• _Work required_: Even if the data beneath seems repetitive, write it all out again exactly.

------ Supplied material ------

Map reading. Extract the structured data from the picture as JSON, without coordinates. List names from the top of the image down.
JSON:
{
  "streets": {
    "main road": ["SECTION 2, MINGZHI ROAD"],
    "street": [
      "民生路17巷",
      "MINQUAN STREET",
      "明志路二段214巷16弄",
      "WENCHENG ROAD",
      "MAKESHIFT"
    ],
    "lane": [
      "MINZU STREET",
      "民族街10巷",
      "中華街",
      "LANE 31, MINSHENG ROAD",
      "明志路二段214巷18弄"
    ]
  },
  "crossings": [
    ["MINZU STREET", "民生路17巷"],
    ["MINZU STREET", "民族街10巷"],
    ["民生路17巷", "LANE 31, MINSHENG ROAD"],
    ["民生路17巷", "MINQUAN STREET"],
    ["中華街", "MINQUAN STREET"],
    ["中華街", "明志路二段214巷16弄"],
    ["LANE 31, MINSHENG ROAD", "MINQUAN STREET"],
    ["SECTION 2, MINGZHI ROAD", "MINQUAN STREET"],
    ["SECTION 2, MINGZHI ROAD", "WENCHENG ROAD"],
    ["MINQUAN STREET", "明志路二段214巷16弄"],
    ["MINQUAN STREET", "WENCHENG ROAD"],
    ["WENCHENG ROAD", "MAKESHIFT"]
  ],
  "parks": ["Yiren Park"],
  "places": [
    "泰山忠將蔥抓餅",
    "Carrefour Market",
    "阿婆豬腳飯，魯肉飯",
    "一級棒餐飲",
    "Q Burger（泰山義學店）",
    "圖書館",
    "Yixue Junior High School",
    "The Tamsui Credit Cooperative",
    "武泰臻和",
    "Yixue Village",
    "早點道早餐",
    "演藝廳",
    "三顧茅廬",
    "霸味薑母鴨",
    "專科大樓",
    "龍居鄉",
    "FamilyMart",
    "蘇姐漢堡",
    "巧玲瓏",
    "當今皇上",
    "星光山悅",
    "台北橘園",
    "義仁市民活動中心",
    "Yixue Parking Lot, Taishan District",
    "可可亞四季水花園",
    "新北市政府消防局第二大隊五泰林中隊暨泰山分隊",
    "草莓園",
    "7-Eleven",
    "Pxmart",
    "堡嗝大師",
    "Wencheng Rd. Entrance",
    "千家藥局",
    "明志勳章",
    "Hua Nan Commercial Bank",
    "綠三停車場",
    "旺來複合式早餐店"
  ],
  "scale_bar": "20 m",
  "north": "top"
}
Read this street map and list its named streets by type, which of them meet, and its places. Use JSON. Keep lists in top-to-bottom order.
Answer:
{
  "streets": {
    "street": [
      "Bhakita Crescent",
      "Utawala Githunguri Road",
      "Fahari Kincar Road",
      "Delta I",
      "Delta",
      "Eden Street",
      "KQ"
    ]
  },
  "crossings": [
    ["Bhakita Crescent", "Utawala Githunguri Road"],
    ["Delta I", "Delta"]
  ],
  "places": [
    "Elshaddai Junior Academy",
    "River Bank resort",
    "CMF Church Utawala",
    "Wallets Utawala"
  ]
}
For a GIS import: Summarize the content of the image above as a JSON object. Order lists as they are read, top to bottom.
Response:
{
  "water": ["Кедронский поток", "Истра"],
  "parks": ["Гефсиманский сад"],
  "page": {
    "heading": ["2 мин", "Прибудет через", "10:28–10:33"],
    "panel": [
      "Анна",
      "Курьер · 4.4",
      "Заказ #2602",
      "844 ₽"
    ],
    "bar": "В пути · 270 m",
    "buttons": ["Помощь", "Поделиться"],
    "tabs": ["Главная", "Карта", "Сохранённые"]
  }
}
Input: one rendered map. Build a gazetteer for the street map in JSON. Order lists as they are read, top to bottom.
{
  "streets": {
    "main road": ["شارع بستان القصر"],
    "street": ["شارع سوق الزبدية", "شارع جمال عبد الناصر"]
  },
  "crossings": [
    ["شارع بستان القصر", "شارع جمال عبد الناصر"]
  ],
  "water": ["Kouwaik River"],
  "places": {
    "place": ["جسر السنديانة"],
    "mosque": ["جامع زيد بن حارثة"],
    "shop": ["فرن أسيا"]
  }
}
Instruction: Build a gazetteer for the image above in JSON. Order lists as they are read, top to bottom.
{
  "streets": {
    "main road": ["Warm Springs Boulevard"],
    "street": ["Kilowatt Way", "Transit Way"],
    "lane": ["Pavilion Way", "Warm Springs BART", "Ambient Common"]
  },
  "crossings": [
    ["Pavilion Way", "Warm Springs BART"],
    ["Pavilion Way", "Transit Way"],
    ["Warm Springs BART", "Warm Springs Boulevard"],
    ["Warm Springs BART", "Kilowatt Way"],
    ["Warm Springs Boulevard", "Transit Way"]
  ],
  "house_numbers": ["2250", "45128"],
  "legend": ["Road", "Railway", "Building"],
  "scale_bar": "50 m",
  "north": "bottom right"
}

------

• _Exercise solution_:
Map reading. Extract the structured data from the picture as JSON, without coordinates. List names from the top of the image down.
JSON:
{
  "streets": {
    "main road": ["SECTION 2, MINGZHI ROAD"],
    "street": [
      "民生路17巷",
      "MINQUAN STREET",
      "明志路二段214巷16弄",
      "WENCHENG ROAD",
      "MAKESHIFT"
    ],
    "lane": [
      "MINZU STREET",
      "民族街10巷",
      "中華街",
      "LANE 31, MINSHENG ROAD",
      "明志路二段214巷18弄"
    ]
  },
  "crossings": [
    ["MINZU STREET", "民生路17巷"],
    ["MINZU STREET", "民族街10巷"],
    ["民生路17巷", "LANE 31, MINSHENG ROAD"],
    ["民生路17巷", "MINQUAN STREET"],
    ["中華街", "MINQUAN STREET"],
    ["中華街", "明志路二段214巷16弄"],
    ["LANE 31, MINSHENG ROAD", "MINQUAN STREET"],
    ["SECTION 2, MINGZHI ROAD", "MINQUAN STREET"],
    ["SECTION 2, MINGZHI ROAD", "WENCHENG ROAD"],
    ["MINQUAN STREET", "明志路二段214巷16弄"],
    ["MINQUAN STREET", "WENCHENG ROAD"],
    ["WENCHENG ROAD", "MAKESHIFT"]
  ],
  "parks": ["Yiren Park"],
  "places": [
    "泰山忠將蔥抓餅",
    "Carrefour Market",
    "阿婆豬腳飯，魯肉飯",
    "一級棒餐飲",
    "Q Burger（泰山義學店）",
    "圖書館",
    "Yixue Junior High School",
    "The Tamsui Credit Cooperative",
    "武泰臻和",
    "Yixue Village",
    "早點道早餐",
    "演藝廳",
    "三顧茅廬",
    "霸味薑母鴨",
    "專科大樓",
    "龍居鄉",
    "FamilyMart",
    "蘇姐漢堡",
    "巧玲瓏",
    "當今皇上",
    "星光山悅",
    "台北橘園",
    "義仁市民活動中心",
    "Yixue Parking Lot, Taishan District",
    "可可亞四季水花園",
    "新北市政府消防局第二大隊五泰林中隊暨泰山分隊",
    "草莓園",
    "7-Eleven",
    "Pxmart",
    "堡嗝大師",
    "Wencheng Rd. Entrance",
    "千家藥局",
    "明志勳章",
    "Hua Nan Commercial Bank",
    "綠三停車場",
    "旺來複合式早餐店"
  ],
  "scale_bar": "20 m",
  "north": "top"
}
Read this street map and list its named streets by type, which of them meet, and its places. Use JSON. Keep lists in top-to-bottom order.
Answer:
{
  "streets": {
    "street": [
      "Bhakita Crescent",
      "Utawala Githunguri Road",
      "Fahari Kincar Road",
      "Delta I",
      "Delta",
      "Eden Street",
      "KQ"
    ]
  },
  "crossings": [
    ["Bhakita Crescent", "Utawala Githunguri Road"],
    ["Delta I", "Delta"]
  ],
  "places": [
    "Elshaddai Junior Academy",
    "River Bank resort",
    "CMF Church Utawala",
    "Wallets Utawala"
  ]
}
For a GIS import: Summarize the content of the image above as a JSON object. Order lists as they are read, top to bottom.
Response:
{
  "water": ["Кедронский поток", "Истра"],
  "parks": ["Гефсиманский сад"],
  "page": {
    "heading": ["2 мин", "Прибудет через", "10:28–10:33"],
    "panel": [
      "Анна",
      "Курьер · 4.4",
      "Заказ #2602",
      "844 ₽"
    ],
    "bar": "В пути · 270 m",
    "buttons": ["Помощь", "Поделиться"],
    "tabs": ["Главная", "Карта", "Сохранённые"]
  }
}
Input: one rendered map. Build a gazetteer for the street map in JSON. Order lists as they are read, top to bottom.
{
  "streets": {
    "main road": ["شارع بستان القصر"],
    "street": ["شارع سوق الزبدية", "شارع جمال عبد الناصر"]
  },
  "crossings": [
    ["شارع بستان القصر", "شارع جمال عبد الناصر"]
  ],
  "water": ["Kouwaik River"],
  "places": {
    "place": ["جسر السنديانة"],
    "mosque": ["جامع زيد بن حارثة"],
    "shop": ["فرن أسيا"]
  }
}
Instruction: Build a gazetteer for the image above in JSON. Order lists as they are read, top to bottom.
{
  "streets": {
    "main road": ["Warm Springs Boulevard"],
    "street": ["Kilowatt Way", "Transit Way"],
    "lane": ["Pavilion Way", "Warm Springs BART", "Ambient Common"]
  },
  "crossings": [
    ["Pavilion Way", "Warm Springs BART"],
    ["Pavilion Way", "Transit Way"],
    ["Warm Springs BART", "Warm Springs Boulevard"],
    ["Warm Springs BART", "Kilowatt Way"],
    ["Warm Springs Boulevard", "Transit Way"]
  ],
  "house_numbers": ["2250", "45128"],
  "legend": ["Road", "Railway", "Building"],
  "scale_bar": "50 m",
  "north": "bottom right"
}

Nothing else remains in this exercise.